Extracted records
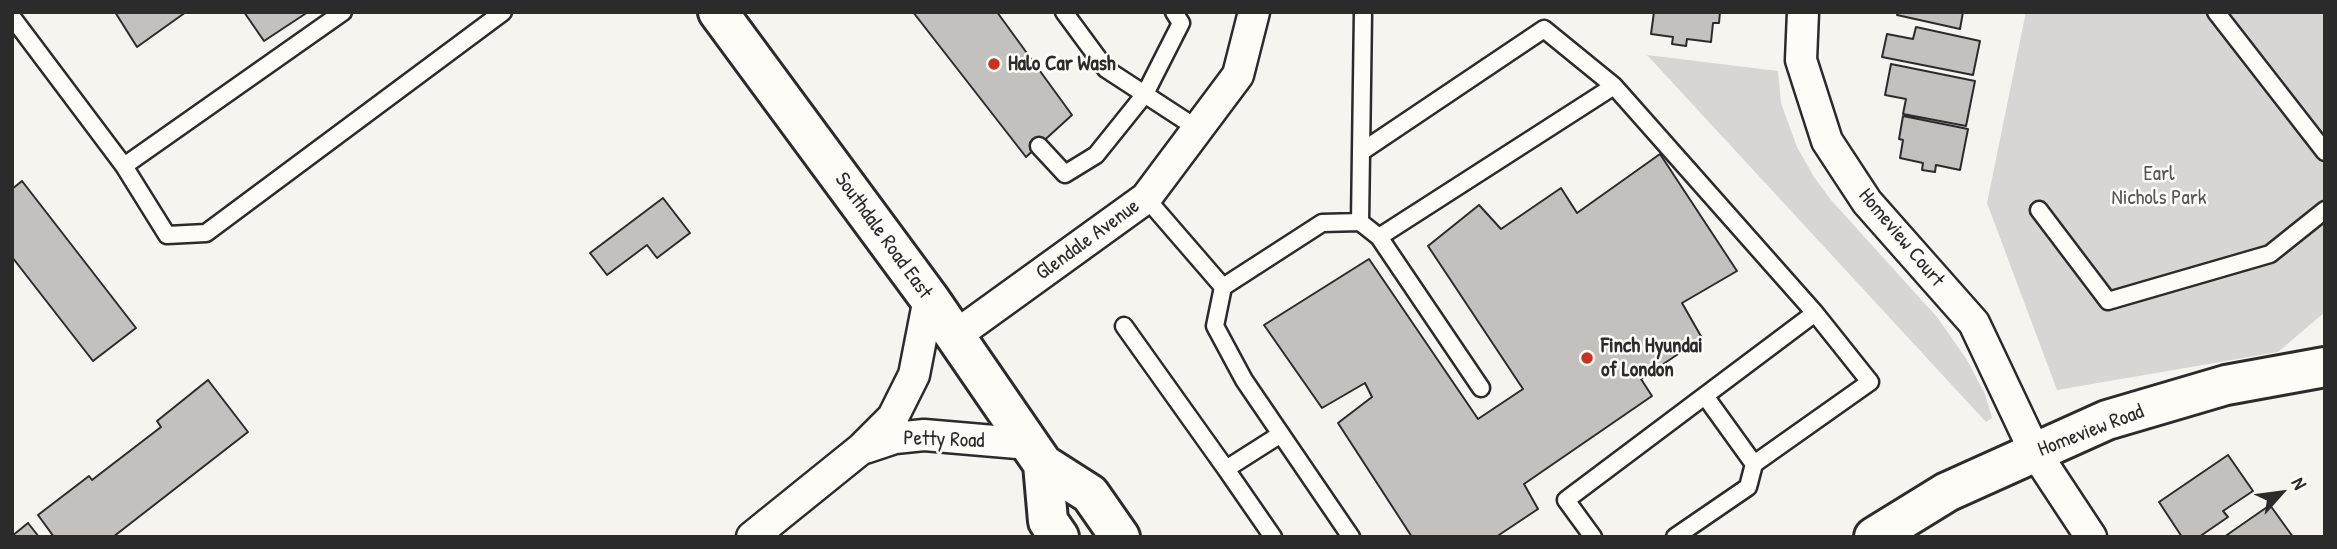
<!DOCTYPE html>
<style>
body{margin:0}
#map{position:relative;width:2337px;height:549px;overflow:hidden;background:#f5f4ef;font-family:"Patrick Hand",sans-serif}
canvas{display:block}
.frame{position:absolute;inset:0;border:14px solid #2b2b2b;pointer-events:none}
.north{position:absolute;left:2246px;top:458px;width:70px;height:70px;-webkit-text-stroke:5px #fdfcf7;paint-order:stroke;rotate:62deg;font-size:19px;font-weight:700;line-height:28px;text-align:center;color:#2b2b2b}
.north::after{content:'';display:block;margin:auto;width:24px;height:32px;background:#2b2b2b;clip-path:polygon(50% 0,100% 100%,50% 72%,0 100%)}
</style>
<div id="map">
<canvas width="2337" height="549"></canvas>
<div class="frame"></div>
<div class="north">N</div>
</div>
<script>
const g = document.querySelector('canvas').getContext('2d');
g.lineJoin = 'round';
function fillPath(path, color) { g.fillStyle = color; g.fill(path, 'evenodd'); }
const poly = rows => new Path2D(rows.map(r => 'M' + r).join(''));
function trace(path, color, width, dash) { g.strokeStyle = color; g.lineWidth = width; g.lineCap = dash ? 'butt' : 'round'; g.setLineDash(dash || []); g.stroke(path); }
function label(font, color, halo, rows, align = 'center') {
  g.font = font + ' "Patrick Hand",sans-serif'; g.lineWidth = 5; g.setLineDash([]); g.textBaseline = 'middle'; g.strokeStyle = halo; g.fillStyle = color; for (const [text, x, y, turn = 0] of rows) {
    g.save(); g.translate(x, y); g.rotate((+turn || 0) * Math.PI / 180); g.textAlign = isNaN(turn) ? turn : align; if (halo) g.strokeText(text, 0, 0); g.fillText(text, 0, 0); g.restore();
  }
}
fillPath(poly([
 [2026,12,2325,12,2325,312,2278,352,2057,390,1987,203],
 [1647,55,1778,71,1781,103,1797,147,1814,177,1831,200,1937,317,1967,360,1985,394,1992,418,1986,422]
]), '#d7d6d2');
const building = poly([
 [115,12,186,12,137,47,115,12],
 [244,12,308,12,264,41,244,12],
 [913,12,997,12,1072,115,1026,157,913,12],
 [1654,12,1720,12,1719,23,1713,23,1711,42,1687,39,1686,46,1672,44,1673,37,1651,34,1654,12],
 [1898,12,1963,12,1960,29,1897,15,1898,12],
 [1916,27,1980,41,1973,75,1882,57,1887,34,1913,39,1916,27],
 [1891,64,1975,81,1966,126,1903,114,1906,99,1885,95,1891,64],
 [1903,116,1968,129,1960,170,1936,165,1935,172,1922,170,1923,163,1900,158,1903,140,1899,139,1903,116],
 [1660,154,1737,271,1682,303,1702,338,1641,379,1652,396,1524,484,1538,509,1496,537,1412,537,1338,423,1372,397,1365,383,1322,408,1264,325,1369,259,1478,419,1523,389,1428,246,1479,205,1501,229,1561,188,1577,213,1660,154],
 [22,181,136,328,93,361,12,257,12,189,22,181],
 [663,198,690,233,657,258,647,245,607,275,590,253,663,198],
 [208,380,248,432,113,537,54,537,38,515,89,476,92,480,161,427,157,421,208,380],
 [2228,455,2253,491,2223,511,2228,517,2199,537,2182,537,2159,502,2228,455],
 [2270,505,2293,537,2224,537,2270,505],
 [28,523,39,537,12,537,12,536,28,523]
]);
fillPath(building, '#c2c1be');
trace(building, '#2b2b2b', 2);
const service = poly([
 [1064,12,1106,69,1198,129],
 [2216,12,2325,152],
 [12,17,124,166,167,235,206,233,503,12],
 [1039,146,1065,174,1096,155,1145,94,1181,23,1174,12],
 [1361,152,1544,29,1614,86],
 [124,166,343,12],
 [1146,198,1223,287,1215,326,1244,380,1351,537],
 [2039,210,2108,301,2270,254,2325,210],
 [1360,222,1363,12],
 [1379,237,1481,388],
 [1223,287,1322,223,1360,222,1379,237,1614,86,1815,313],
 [1124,326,1226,469],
 [1705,396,1754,464],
 [1273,537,1226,469,1281,434],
 [1593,537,1566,500,1815,313,1870,382,1754,464,1748,487,1675,537]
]);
const minor = poly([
 [1803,12,1801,60,1827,141,1867,202,1974,323,2035,452,2091,537],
 [955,336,1146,198,1238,75,1254,12],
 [865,448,895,438,924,435,1029,444],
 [752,537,861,449,893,417,914,375,929,298]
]);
const tertiary = poly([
 [1874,537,1947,492,2107,420,2226,385,2325,367]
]);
const secondary = poly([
 [718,12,929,298,1043,464,1090,494,1120,537],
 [1043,464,1048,521,1059,537]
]);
trace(service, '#2b2b2b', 21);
trace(minor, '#2b2b2b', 35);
trace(tertiary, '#2b2b2b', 44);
trace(secondary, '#2b2b2b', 44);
trace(service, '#fdfcf7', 16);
trace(minor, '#fdfcf7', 30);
trace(tertiary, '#fdfcf7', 38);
trace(secondary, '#fdfcf7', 38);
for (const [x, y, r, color] of [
 [994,64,7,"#c8321e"],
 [1587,358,7,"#c8321e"]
]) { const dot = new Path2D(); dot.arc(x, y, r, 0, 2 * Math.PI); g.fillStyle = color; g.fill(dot); trace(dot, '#fdfcf7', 2.5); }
label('bold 21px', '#2b2b2b', '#fdfcf7', [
 ["Halo Car Wash",1008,64],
 ["Finch Hyundai",1601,346],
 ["of London",1601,370]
], 'left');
label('21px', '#565655', '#fdfcf7', [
 ["Earl",2159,174],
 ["Nichols Park",2159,198]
]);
label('21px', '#2b2b2b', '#fdfcf7', [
 ["Southdale Road East",883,236,54],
 ["Homeview Court",1901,238,50],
 ["Glendale Avenue",1088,240,-36],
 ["Homeview Road",2091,431,-21],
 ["Petty Road",944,440,2]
]);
</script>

*Problem description*
Using the records above, select and copy every line that has the word "function".

*Answer to the problem*
function fillPath(path, color) { g.fillStyle = color; g.fill(path, 'evenodd'); }
function trace(path, color, width, dash) { g.strokeStyle = color; g.lineWidth = width; g.lineCap = dash ? 'butt' : 'round'; g.setLineDash(dash || []); g.stroke(path); }
function label(font, color, halo, rows, align = 'center') {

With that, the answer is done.